As I reflect on this past year and prepare for new challenges in 2018, I have been inspired by the Institute for Healthcare Improvement (IHI) Leadership Alliance’s 10 guiding principles or simple rules for radical health care redesign. As we move into a new year, it seems appropriate to revisit this simple, yet thought provoking, guidance for quality improvement in health care.

 

  1. Change the balance of power. Co-produce health and well-being in partnership with patients, families and communities.
  1. Standardize what makes sense. Standardize what is possible to reduce unnecessary variation and increase the time available for individualized care.
  1. Customize to the individual. Contextualize care to an individual’s needs, values and preferences, guided by an understanding of what matters to the person in addition to “What’s the matter?”
  1. Promote well-being. Focus on outcomes that matter the most to people, appreciating that their health and happiness may not require health care.
  1. Create joy in work. Cultivate and mobilize the pride and joy of the healthcare workforce.
  1. Make it easy. Continually reduce waste and all nonvalue-added requirements and activities for patients, families and clinicians.
  1. Move knowledge, not people. Exploit all helpful capacities of modern digital care and continually substitute better alternatives for visits and institutional stays. Meet people where they are, literally.
  1. Collaborate and cooperate. Recognize that the health care system is embedded in a network that extends beyond traditional walls. Eliminate siloes and tear down self-protective institutional or professional boundaries that impede flow and responsiveness.
  1. Assume abundance. Use all the assets that can help to optimize the social, economic and physical environment, especially those brought by patients, families and communities.
  1. Return the money.

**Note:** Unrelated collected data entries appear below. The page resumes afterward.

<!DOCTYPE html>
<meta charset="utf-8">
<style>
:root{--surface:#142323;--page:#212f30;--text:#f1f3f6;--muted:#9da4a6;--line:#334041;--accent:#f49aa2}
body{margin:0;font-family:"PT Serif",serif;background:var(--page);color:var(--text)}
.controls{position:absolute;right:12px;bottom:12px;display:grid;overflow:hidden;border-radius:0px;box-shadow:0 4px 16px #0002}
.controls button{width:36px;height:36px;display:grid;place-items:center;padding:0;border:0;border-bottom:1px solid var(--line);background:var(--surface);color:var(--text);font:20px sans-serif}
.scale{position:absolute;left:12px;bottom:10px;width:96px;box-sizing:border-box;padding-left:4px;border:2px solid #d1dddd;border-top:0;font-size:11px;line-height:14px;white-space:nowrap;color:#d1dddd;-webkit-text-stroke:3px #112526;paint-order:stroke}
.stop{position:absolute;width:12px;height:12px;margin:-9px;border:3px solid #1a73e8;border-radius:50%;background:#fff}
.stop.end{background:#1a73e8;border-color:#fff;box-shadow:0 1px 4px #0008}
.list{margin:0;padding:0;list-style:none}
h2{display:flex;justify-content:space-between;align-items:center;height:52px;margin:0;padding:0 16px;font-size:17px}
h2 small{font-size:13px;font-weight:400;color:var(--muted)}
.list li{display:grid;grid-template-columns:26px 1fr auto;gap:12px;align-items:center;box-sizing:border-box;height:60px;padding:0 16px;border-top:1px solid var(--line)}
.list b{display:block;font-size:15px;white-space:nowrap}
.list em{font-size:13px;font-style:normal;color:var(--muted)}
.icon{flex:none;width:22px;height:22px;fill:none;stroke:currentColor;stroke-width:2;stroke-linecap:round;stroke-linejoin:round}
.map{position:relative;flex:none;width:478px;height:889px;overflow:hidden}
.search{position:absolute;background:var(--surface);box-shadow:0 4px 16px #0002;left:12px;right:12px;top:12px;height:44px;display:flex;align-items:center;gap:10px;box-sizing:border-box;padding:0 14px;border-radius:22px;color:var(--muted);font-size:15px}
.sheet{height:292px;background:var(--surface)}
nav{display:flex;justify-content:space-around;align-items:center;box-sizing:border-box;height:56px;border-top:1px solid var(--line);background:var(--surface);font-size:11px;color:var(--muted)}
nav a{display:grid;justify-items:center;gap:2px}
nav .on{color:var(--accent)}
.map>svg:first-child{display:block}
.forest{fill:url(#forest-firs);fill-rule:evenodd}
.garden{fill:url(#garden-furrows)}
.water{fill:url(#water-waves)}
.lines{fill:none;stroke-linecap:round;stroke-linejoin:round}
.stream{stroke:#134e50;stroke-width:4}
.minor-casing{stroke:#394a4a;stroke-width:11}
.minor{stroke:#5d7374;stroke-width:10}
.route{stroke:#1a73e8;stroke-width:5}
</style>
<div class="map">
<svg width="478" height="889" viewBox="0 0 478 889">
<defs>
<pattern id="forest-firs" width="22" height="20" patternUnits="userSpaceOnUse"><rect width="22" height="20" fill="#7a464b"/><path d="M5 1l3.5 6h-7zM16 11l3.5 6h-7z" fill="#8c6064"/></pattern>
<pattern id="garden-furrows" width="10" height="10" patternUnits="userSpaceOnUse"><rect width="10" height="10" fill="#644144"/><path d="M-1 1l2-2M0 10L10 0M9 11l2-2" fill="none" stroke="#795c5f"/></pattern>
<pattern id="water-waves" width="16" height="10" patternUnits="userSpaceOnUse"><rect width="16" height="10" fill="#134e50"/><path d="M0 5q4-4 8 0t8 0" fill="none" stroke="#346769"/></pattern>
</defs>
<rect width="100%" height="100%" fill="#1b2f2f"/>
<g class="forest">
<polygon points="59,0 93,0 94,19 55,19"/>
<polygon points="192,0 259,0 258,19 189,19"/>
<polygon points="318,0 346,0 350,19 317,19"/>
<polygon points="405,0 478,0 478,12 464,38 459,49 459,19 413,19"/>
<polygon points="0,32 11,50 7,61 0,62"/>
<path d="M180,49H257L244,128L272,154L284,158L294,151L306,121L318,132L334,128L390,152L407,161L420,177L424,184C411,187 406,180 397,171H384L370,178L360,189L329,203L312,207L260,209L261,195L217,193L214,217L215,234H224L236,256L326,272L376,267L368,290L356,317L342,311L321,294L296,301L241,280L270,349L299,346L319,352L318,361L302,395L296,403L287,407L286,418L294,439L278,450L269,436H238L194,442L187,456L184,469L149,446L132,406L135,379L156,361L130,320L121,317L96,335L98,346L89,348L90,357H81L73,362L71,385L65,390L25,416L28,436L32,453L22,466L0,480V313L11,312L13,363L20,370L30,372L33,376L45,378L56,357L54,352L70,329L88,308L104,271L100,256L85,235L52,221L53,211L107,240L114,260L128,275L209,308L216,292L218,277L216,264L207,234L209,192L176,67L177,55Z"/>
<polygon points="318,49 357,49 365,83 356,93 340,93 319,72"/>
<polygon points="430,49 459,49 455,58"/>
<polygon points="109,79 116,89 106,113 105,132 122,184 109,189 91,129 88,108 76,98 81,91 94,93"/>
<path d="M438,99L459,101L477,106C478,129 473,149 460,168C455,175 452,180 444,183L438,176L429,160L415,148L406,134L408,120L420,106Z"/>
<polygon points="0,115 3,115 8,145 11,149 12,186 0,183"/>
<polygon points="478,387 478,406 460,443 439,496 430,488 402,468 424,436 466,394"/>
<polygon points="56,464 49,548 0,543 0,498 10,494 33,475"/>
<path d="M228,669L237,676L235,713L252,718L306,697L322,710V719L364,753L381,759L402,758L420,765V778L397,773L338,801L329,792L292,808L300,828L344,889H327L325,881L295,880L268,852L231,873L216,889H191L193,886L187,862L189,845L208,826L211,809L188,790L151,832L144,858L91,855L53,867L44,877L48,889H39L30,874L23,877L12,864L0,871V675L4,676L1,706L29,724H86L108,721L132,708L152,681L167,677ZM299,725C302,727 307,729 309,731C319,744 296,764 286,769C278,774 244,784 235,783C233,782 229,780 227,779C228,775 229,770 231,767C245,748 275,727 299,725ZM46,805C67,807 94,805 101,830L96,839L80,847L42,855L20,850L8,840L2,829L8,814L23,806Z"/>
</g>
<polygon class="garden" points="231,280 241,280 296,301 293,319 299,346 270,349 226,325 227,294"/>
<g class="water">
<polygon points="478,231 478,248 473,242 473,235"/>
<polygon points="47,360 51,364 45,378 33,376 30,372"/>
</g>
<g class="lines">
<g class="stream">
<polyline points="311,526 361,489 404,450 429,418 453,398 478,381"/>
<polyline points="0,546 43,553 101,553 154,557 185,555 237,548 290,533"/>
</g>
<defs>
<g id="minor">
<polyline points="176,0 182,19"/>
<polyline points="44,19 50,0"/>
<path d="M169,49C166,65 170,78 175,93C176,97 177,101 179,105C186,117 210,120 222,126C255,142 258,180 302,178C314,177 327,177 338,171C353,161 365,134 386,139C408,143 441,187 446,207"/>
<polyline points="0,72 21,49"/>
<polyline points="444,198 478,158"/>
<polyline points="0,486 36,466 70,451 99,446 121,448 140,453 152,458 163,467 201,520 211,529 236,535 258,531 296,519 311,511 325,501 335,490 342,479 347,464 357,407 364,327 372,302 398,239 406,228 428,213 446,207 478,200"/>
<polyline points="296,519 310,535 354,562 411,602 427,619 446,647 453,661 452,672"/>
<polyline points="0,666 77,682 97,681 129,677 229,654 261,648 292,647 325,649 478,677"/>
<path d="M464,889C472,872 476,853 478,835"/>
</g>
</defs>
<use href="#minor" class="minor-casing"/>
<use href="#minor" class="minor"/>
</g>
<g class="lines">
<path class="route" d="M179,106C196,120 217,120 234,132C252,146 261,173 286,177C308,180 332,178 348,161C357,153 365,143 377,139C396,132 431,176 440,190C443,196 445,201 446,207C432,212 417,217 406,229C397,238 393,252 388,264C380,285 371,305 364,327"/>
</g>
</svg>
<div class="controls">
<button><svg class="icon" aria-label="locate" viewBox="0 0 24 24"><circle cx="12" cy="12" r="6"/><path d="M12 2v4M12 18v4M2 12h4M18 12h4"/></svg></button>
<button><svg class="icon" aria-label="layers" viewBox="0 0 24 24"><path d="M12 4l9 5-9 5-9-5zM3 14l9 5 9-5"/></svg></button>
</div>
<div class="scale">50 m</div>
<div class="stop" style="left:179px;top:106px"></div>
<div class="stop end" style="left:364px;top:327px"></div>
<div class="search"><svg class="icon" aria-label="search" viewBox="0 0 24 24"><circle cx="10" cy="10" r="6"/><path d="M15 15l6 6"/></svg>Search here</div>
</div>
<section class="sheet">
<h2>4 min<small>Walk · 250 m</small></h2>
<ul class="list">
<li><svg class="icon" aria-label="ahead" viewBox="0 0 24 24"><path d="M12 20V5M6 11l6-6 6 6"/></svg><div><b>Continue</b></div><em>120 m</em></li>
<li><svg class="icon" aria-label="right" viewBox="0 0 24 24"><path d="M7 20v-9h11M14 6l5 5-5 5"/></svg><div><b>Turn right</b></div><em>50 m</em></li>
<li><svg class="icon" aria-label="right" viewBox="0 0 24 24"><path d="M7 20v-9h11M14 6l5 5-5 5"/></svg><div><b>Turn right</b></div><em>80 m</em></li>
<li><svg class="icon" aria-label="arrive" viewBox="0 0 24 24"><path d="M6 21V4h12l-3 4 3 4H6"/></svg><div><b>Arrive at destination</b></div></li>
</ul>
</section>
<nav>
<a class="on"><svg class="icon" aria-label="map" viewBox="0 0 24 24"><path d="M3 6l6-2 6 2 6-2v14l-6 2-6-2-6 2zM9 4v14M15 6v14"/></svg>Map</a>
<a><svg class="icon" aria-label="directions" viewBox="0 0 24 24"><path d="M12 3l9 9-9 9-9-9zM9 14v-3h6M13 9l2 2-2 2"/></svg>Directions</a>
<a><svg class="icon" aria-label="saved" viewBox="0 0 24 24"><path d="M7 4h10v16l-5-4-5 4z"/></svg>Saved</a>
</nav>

Give the money from health care savings to other public and private purposes.
These 10 principles will guide our End Stage Renal Disease (ESRD) team as we begin new efforts to raise awareness of the benefits of transplantation to those with ESRD and increase the transplant waitlist. Transplants for many may seem unattainable, so efforts to debunk common myths are needed. We will also focus on reducing infections in the dialysis setting, some of which can be life threatening. We will also begin renewed efforts to empower dialysis patients to dialyze in the comfort of their home. 

These goals and guiding principles will help us give power back to the patients. How many times have we relegated our health to our physician or health care team? It is time to empower our patients, our friends, our families and ourselves. Join me in creating radical redesign resolutions for 2018 and Happy New Year!